From 9 a.m. to 4 p.m. yesterday, the 198 attendees participated in six to 12 face-to-face meetings with legislative leaders and their staff members. They advocated for the Public Safety Officers’ Benefits Improvements Act (S. 1696, H.R. 4018), Medicare Ambulance Access Preservation Act (S. 424, H.R. 1005) H.R. 4124, the Veteran Emergency Medical Technician Support Act and Field EMS Quality, Innovation, and Cost-Effectiveness Improvements Act of 2011 (H.R. 3144).
This is the third year the National Association of Emergency Medical Technicians (NAEMT) has coordinated the event, which gives participating EMS providers the opportunity to advocate for the industry with their Congressional and Senate representatives. Troy Hagen, director of Ada (Idaho) County Paramedics, has participated in all three EMS on the Hill Day events. He says the Idaho representatives recognized the delegation and remembered their earlier visits.
This year’s delegates reviewed the results of their advocacy messages to legislators.
1. Line of duty death benefits. One of the four messages from the 2012 EMS on the Hill Day advocates, was the need to extend line of duty public safety officers’ benefits (PSOBs) to non-profit nongovernmental paramedics and EMTs who die or are severely injured in the line of duty.

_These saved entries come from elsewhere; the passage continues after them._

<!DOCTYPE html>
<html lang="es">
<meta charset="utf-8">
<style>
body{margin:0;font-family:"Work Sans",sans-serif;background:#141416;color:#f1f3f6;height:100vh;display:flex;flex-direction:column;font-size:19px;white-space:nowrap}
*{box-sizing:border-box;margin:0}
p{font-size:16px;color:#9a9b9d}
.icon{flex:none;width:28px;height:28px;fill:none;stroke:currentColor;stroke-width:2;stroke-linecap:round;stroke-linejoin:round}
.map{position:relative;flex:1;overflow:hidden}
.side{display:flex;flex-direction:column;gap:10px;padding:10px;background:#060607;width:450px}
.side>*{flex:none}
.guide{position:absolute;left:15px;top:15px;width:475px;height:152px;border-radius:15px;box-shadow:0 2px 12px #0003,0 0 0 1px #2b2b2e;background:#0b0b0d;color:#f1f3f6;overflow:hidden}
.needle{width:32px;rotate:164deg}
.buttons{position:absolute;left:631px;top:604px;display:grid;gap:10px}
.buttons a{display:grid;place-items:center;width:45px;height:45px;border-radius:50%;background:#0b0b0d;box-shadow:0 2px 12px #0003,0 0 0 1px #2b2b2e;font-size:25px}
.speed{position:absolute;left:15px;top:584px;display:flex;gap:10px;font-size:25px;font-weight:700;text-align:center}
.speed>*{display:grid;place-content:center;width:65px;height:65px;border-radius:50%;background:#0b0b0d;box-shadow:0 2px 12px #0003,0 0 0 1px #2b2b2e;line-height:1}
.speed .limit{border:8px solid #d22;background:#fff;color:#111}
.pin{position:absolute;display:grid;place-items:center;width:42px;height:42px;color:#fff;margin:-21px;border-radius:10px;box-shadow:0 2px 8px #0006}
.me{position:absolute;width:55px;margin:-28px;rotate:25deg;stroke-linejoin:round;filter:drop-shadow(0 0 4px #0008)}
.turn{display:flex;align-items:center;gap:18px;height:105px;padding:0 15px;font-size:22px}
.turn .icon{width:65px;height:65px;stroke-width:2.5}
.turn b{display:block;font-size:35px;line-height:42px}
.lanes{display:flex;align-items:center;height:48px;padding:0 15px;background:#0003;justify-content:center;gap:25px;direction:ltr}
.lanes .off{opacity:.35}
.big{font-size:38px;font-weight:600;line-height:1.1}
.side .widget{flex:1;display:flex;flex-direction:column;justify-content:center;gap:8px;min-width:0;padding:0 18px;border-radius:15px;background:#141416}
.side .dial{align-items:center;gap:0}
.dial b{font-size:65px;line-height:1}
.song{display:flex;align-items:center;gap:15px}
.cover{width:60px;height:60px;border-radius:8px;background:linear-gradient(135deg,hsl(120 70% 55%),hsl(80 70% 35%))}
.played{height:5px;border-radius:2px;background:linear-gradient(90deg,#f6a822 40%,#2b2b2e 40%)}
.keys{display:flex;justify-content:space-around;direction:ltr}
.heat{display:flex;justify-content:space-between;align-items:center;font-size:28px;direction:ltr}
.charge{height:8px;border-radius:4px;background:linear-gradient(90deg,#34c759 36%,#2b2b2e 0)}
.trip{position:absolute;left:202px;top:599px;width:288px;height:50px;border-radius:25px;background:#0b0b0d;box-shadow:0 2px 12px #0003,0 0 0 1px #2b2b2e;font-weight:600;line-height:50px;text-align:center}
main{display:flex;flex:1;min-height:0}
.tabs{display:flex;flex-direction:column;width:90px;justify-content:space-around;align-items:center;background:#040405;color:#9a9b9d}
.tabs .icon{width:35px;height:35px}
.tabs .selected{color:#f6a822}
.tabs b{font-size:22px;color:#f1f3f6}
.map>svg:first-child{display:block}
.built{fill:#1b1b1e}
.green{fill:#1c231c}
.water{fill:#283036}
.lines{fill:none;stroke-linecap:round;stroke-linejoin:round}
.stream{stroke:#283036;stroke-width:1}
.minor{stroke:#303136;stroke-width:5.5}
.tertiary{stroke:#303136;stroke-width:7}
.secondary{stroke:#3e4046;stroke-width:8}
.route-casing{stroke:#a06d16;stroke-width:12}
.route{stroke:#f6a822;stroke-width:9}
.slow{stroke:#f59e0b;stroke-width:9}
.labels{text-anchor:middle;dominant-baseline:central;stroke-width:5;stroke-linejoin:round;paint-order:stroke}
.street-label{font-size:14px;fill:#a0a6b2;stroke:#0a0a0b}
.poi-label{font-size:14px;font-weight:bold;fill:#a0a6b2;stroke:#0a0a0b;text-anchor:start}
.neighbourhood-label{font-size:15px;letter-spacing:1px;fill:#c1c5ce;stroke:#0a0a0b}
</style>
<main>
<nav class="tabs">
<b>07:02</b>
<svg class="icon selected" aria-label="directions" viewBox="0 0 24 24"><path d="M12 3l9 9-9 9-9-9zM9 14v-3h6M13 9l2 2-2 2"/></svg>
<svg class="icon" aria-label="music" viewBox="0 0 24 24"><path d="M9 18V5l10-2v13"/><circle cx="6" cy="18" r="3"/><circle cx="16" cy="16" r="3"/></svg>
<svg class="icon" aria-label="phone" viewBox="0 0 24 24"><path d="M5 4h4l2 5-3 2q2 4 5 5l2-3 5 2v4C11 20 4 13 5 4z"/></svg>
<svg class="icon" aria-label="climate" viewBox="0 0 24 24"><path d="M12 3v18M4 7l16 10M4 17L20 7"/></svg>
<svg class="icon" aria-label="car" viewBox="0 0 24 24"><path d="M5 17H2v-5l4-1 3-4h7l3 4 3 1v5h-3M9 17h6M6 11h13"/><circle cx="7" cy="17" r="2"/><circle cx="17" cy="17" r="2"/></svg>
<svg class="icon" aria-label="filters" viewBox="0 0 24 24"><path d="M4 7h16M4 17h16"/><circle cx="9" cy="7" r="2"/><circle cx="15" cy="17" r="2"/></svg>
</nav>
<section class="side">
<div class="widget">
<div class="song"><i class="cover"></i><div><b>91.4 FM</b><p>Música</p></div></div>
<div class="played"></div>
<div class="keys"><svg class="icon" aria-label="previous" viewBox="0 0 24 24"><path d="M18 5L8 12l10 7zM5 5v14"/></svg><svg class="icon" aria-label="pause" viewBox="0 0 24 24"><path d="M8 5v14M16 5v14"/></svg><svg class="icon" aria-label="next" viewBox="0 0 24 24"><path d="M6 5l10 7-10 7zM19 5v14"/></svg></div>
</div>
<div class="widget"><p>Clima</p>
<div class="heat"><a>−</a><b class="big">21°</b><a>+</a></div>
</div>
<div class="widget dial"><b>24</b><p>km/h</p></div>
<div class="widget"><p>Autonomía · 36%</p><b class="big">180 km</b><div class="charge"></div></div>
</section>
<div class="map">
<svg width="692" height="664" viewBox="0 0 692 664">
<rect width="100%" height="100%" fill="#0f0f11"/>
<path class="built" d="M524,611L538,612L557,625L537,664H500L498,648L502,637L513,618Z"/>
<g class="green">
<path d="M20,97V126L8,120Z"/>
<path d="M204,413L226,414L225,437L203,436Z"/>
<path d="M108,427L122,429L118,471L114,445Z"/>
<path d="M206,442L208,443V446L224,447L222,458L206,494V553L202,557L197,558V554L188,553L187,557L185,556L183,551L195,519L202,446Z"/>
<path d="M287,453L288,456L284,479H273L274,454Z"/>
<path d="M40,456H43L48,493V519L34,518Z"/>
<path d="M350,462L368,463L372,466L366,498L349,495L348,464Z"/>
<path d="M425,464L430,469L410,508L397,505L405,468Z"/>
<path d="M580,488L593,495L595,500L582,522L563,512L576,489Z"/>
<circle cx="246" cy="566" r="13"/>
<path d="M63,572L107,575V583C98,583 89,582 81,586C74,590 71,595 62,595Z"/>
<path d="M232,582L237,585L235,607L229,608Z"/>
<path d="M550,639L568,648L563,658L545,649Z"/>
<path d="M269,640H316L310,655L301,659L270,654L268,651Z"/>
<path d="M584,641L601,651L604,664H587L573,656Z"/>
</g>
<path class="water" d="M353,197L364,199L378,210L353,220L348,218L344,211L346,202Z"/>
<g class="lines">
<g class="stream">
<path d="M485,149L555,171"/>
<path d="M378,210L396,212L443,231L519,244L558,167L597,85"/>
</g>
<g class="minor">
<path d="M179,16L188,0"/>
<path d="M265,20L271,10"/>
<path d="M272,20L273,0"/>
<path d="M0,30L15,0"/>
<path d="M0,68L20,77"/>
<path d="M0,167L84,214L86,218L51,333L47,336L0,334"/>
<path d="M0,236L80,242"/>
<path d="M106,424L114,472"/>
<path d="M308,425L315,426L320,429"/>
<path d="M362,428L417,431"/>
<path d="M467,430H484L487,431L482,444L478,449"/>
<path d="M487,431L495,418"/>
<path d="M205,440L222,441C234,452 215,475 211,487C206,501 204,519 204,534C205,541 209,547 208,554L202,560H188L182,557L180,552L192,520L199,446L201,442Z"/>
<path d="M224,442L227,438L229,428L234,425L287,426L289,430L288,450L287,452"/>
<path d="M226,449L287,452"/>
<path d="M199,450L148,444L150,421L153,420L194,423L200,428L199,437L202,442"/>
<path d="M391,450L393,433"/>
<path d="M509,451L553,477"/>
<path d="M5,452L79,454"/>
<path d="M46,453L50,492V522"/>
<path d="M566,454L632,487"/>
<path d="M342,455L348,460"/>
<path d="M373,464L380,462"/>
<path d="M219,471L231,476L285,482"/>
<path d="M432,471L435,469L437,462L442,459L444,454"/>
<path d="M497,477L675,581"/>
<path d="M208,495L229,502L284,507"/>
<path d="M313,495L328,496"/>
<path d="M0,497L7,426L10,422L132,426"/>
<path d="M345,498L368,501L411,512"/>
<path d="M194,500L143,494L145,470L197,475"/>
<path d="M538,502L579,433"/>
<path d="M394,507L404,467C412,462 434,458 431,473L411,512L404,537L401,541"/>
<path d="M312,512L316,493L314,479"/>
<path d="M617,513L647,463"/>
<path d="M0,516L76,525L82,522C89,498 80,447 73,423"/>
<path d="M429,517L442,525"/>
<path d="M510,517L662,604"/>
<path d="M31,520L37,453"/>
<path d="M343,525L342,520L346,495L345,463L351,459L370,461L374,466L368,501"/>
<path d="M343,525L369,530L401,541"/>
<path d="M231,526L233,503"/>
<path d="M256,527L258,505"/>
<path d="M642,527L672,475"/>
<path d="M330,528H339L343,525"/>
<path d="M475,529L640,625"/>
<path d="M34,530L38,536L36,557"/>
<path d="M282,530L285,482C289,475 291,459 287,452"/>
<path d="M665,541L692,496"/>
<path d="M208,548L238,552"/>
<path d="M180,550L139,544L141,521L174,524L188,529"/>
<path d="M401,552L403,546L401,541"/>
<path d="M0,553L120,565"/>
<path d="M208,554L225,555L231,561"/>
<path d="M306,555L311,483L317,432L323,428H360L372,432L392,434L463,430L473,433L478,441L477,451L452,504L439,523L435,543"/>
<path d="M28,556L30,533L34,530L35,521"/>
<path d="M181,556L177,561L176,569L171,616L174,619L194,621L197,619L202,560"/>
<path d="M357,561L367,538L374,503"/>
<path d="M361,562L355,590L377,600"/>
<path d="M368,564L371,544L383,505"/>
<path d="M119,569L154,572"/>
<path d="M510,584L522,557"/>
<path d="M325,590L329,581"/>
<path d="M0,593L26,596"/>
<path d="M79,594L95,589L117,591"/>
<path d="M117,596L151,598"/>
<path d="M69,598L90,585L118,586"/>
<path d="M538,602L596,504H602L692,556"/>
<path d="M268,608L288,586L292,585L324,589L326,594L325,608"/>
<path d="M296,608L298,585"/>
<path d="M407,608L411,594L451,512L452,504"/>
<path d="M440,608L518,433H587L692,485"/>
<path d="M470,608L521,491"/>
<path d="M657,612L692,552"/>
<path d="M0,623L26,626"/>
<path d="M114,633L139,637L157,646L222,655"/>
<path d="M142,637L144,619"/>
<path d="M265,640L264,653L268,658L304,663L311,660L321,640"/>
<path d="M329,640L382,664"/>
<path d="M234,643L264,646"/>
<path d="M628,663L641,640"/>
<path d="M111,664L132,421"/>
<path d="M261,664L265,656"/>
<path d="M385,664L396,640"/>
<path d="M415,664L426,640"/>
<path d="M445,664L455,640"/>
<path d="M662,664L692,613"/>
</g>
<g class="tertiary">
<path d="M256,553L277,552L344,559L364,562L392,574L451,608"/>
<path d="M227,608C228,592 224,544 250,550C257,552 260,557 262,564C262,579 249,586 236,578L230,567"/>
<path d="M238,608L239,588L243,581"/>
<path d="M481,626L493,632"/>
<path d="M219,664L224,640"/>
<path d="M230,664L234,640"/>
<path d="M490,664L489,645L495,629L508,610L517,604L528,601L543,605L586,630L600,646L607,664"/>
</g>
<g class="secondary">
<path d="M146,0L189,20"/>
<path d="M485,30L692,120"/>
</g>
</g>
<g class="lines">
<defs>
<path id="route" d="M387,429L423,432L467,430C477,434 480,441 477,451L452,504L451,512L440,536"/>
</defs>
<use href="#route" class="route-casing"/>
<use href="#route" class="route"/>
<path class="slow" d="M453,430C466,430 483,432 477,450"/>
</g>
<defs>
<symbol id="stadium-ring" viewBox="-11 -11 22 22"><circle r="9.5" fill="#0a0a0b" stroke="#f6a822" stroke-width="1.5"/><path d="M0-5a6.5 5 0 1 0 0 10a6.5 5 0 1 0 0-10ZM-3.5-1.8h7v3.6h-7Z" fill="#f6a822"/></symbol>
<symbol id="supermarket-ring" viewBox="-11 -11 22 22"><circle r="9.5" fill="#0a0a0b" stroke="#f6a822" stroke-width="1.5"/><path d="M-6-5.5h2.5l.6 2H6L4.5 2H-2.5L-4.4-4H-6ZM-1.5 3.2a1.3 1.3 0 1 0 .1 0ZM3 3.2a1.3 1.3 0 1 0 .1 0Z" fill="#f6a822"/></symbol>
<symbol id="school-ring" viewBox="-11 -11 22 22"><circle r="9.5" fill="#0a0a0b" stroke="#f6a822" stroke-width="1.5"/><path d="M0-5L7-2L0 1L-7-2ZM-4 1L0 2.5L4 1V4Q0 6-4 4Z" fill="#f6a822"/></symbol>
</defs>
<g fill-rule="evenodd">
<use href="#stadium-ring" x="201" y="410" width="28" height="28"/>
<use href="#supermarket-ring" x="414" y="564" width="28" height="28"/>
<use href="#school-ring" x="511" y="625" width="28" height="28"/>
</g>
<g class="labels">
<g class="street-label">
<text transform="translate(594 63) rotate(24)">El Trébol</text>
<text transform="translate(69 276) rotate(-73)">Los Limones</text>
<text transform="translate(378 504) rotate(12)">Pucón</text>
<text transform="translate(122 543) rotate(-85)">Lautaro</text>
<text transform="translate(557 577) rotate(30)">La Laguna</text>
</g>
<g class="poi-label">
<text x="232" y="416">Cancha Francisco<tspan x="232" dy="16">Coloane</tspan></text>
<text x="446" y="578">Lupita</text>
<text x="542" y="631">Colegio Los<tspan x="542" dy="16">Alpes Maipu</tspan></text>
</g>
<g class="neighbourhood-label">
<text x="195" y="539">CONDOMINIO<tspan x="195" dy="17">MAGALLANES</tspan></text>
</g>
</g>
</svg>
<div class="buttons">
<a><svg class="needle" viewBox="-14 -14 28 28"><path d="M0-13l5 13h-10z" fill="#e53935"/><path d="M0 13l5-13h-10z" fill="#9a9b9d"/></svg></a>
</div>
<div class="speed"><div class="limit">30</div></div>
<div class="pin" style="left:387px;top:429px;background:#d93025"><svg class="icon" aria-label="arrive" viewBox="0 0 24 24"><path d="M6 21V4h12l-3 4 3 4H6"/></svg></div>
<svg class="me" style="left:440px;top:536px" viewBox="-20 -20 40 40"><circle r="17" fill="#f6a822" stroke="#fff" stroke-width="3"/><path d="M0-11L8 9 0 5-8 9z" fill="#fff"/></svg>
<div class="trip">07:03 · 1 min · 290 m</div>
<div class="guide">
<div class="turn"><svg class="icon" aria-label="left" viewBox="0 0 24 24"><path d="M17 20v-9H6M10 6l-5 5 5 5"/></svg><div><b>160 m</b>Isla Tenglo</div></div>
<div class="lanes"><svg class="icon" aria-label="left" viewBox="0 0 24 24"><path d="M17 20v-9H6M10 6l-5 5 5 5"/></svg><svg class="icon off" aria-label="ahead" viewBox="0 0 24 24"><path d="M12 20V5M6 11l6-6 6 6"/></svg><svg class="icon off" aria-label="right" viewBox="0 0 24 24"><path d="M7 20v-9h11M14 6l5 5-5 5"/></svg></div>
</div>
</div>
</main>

Ryan Greenberg, chief of EMS operations for Vangard Healthcare, said that some of the New Jersey representatives were familiar with the issues and the EMS representatives due to earlier lobbying efforts. He said some representatives questioned why EMS providers working for hospitals or for-profit organizations should have this coverage.
Kate Passow, paramedic with the Sterling (Va.) Volunteer Rescue Squad, had refined her PSOB presentation to Virginia representatives by describing a scenario in which a sheriff, firefighter and paramedic are killed at the same incident. She hoped that it provided a lasting impression.
A general impression was that this one the most favorably received request by the legislative leaders.
2. Transition of military medics to civilian EMS. Not covered in the Tuesday briefing, a request to co-sponsor H.R. 4124, the Veteran Emergency Medical Technician Support Act, was well received. Introduced March 1 by Illinois Representative Adam Kinzinger, the Act provides assistance to returning soldiers by encouraging a transition-to-civilian EMS certification pathway.
3. Medicare ambulance relief. The Medicare advocacy of this past year was met with rolling eyes or statements that the representative had no more money to spend. This year’s approach of linking a one-year expansion of an existing relief while a formal study is completed seemed to be effective.
David Williams, one of the 21 Tennessee 2012 EMS on the Hill Day representatives, shared a challenge when making four different requests. There were staffers that specialized in such areas as healthcare and homeland security. He said EMS advocates presented to a legislative staff member who had no idea what the advocate was talking about.
That was the value in the color-coded “leave behinds.” These are a single sheet per request that summarizes the issue, provides pertinent background, asks for a specific action and provids detailed information on the next step, such as who to contact to co-sponsor the bill.
4. Lead federal agency. Advocates made recommendations to establish an EMS trust fund and designate the U.S. Department of Health and Human Services as the primary federal agency for EMS.
This request got the most neutral response. In Tuesday’s briefing, Patton Boggs Partner John Jonas pointed out that the contentious 112th Congress has issued the fewest bills since 1947. They have an approval rating of 10%, the lowest since the start of tracking public approvals.
Jonas predicted little congressional action until after the November election, then a traditional flurry of activity by the “lame ducks” before the newly elected representatives assume office in 2013.
Illinois Congressman Peter Roskam, speaking at the Thursday reception, urged EMS providers to continue to be engaged and provide feedback. “Get used to coming out here,” he said.
Congressman Charles W. Boustany, Jr., MD, received the Legislator of the Year award from the NAEMT. The Louisiana representative warned that “it is going to be a very ugly lame duck session” as all of the temporary Medicare extenders expire in December.